--- Excerpted data Enclosed Below ---
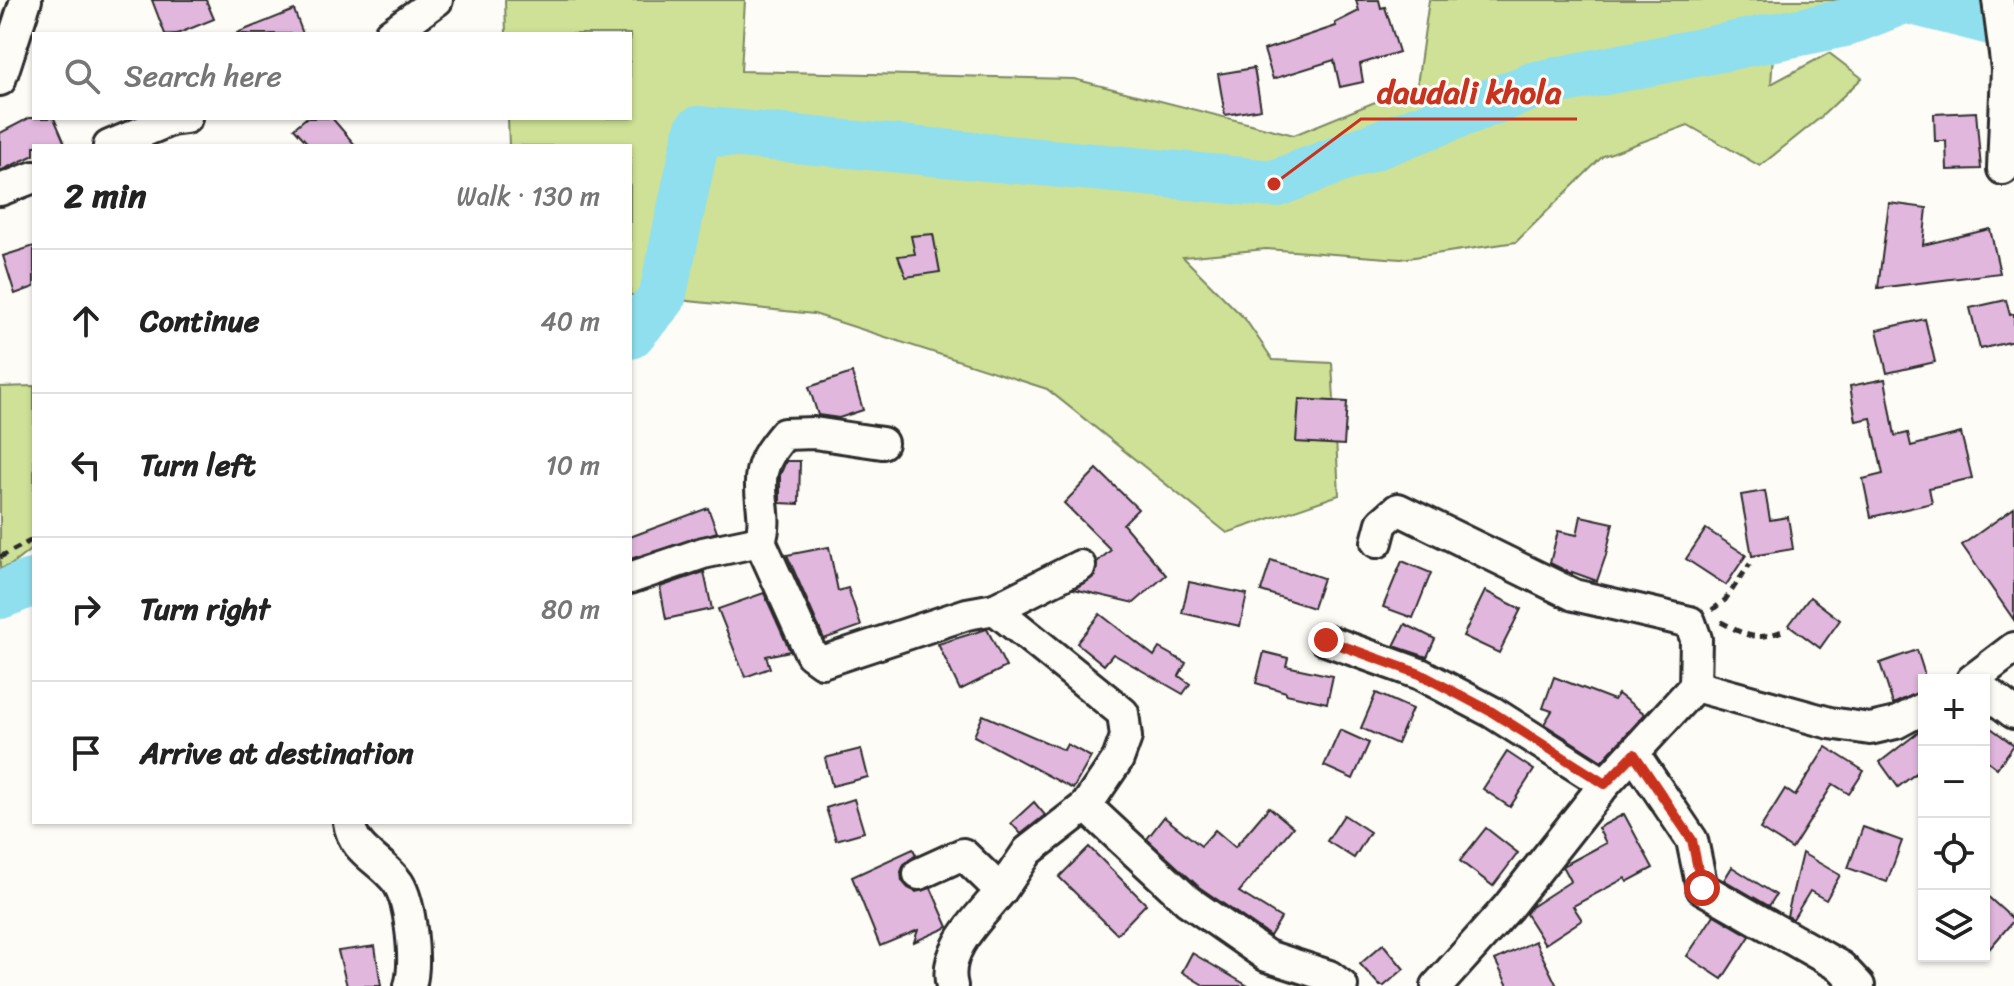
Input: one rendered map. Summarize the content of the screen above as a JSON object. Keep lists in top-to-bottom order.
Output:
{
  "places": ["daudali khola"],
  "page": {
    "search": "Search here",
    "heading": ["2 min", "Walk · 130 m"],
    "list": [
      ["Continue", "40 m"],
      ["Turn left", "10 m"],
      ["Turn right", "80 m"],
      "Arrive at destination"
    ],
    "map_buttons": ["+", "−"]
  }
}
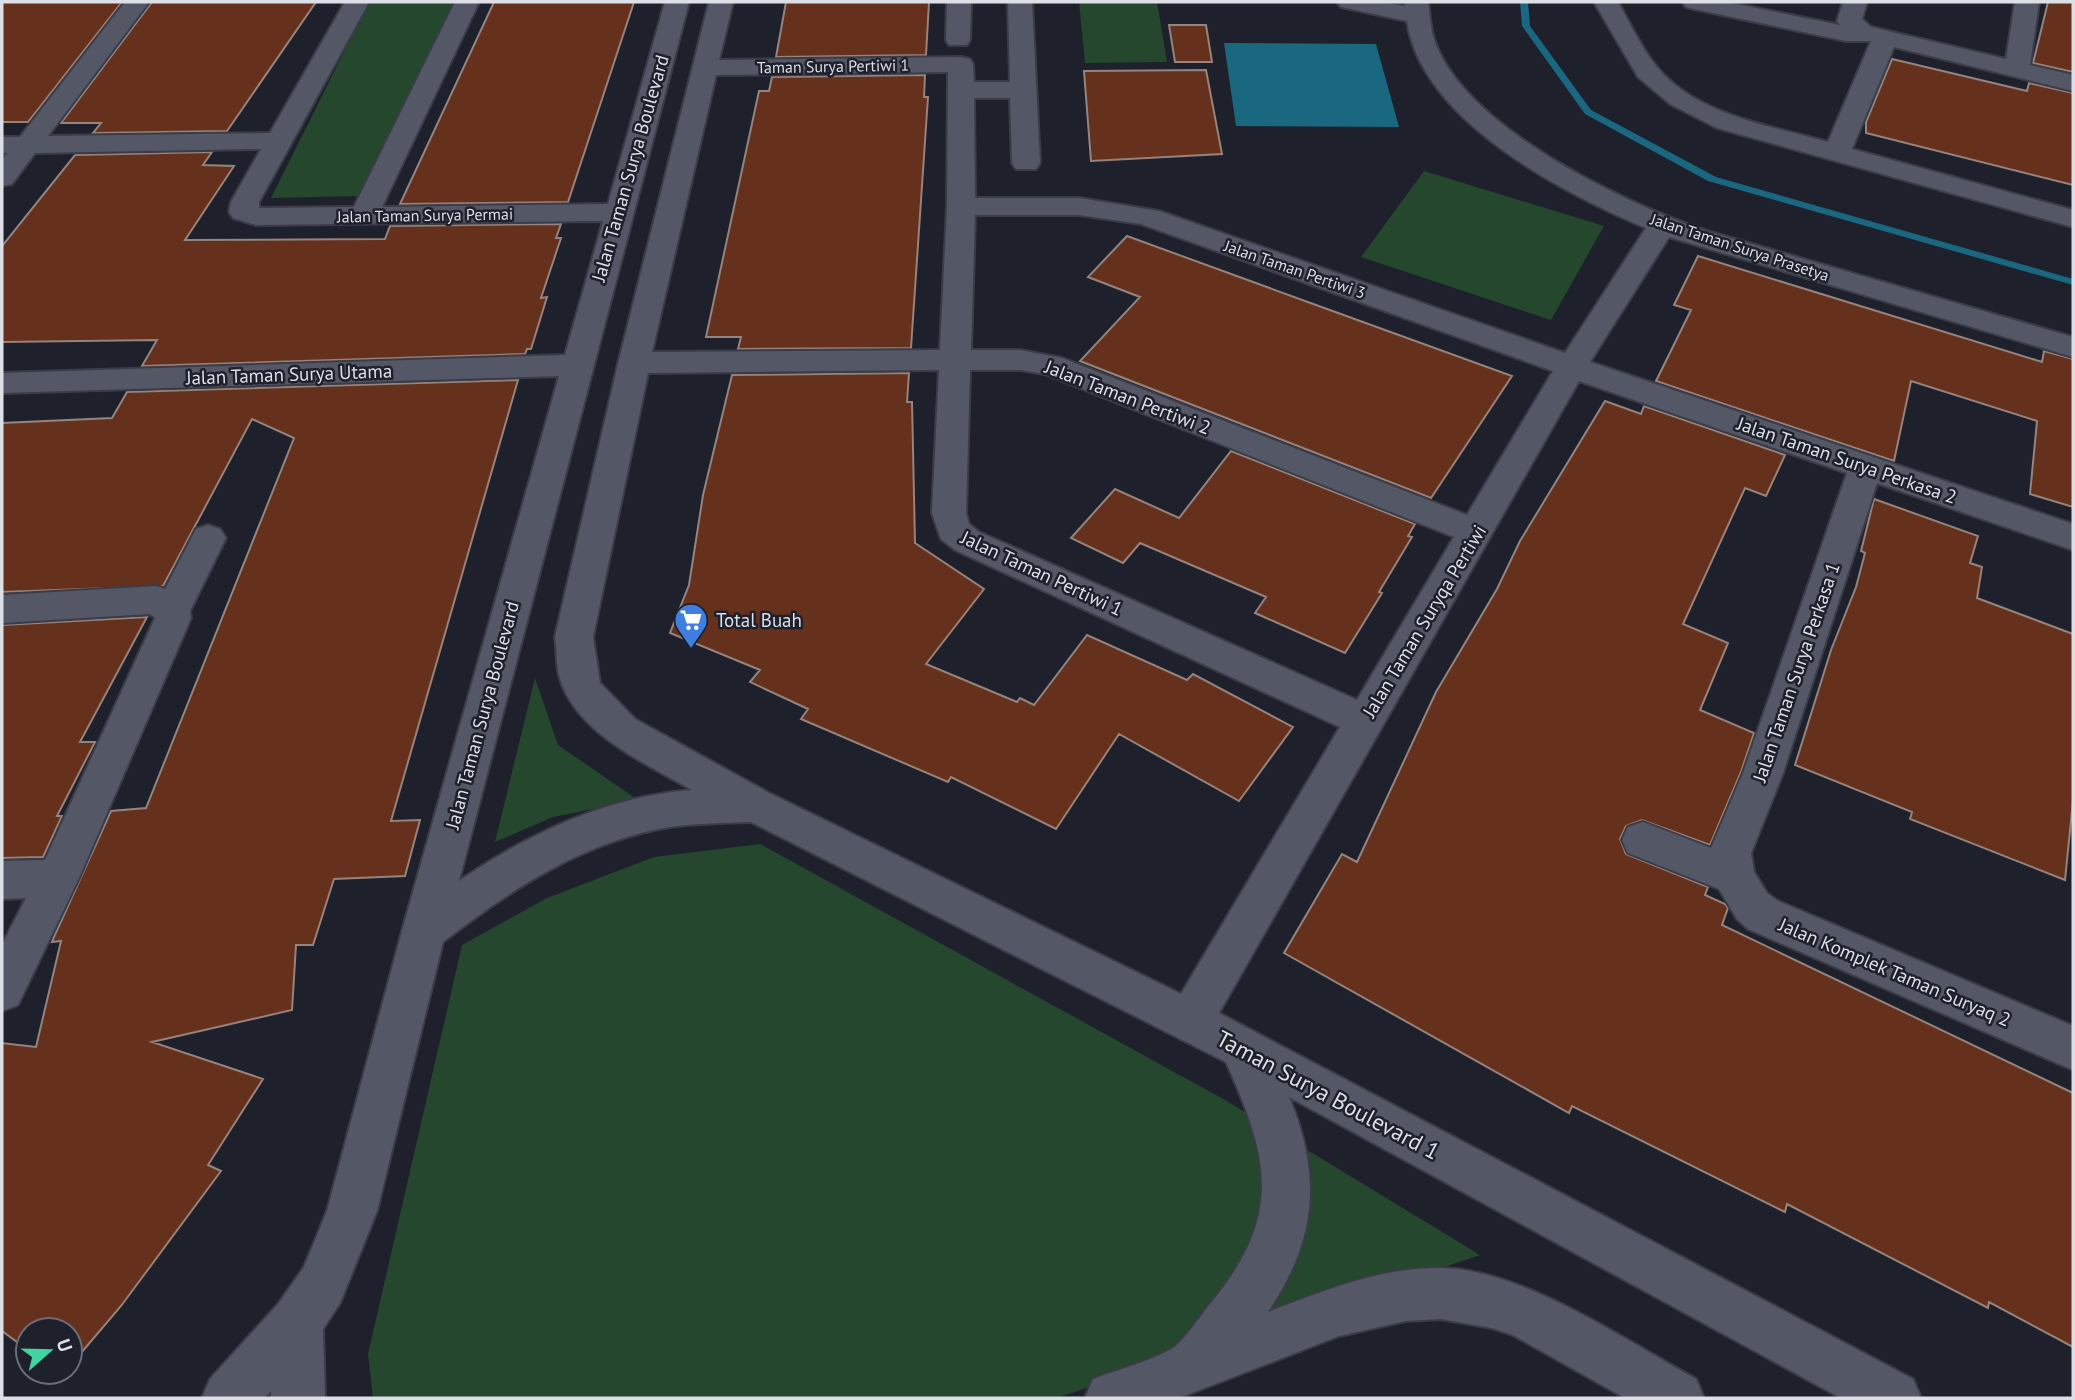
--- End of Enclosed Excerpted data ---
• _Work order_
Produce a word-for-word copy of the records, omitting all images.

• _Reply to the task_
Input: one rendered map. Summarize the content of the screen above as a JSON object. Keep lists in top-to-bottom order.
Output:
{
  "places": ["daudali khola"],
  "page": {
    "search": "Search here",
    "heading": ["2 min", "Walk · 130 m"],
    "list": [
      ["Continue", "40 m"],
      ["Turn left", "10 m"],
      ["Turn right", "80 m"],
      "Arrive at destination"
    ],
    "map_buttons": ["+", "−"]
  }
}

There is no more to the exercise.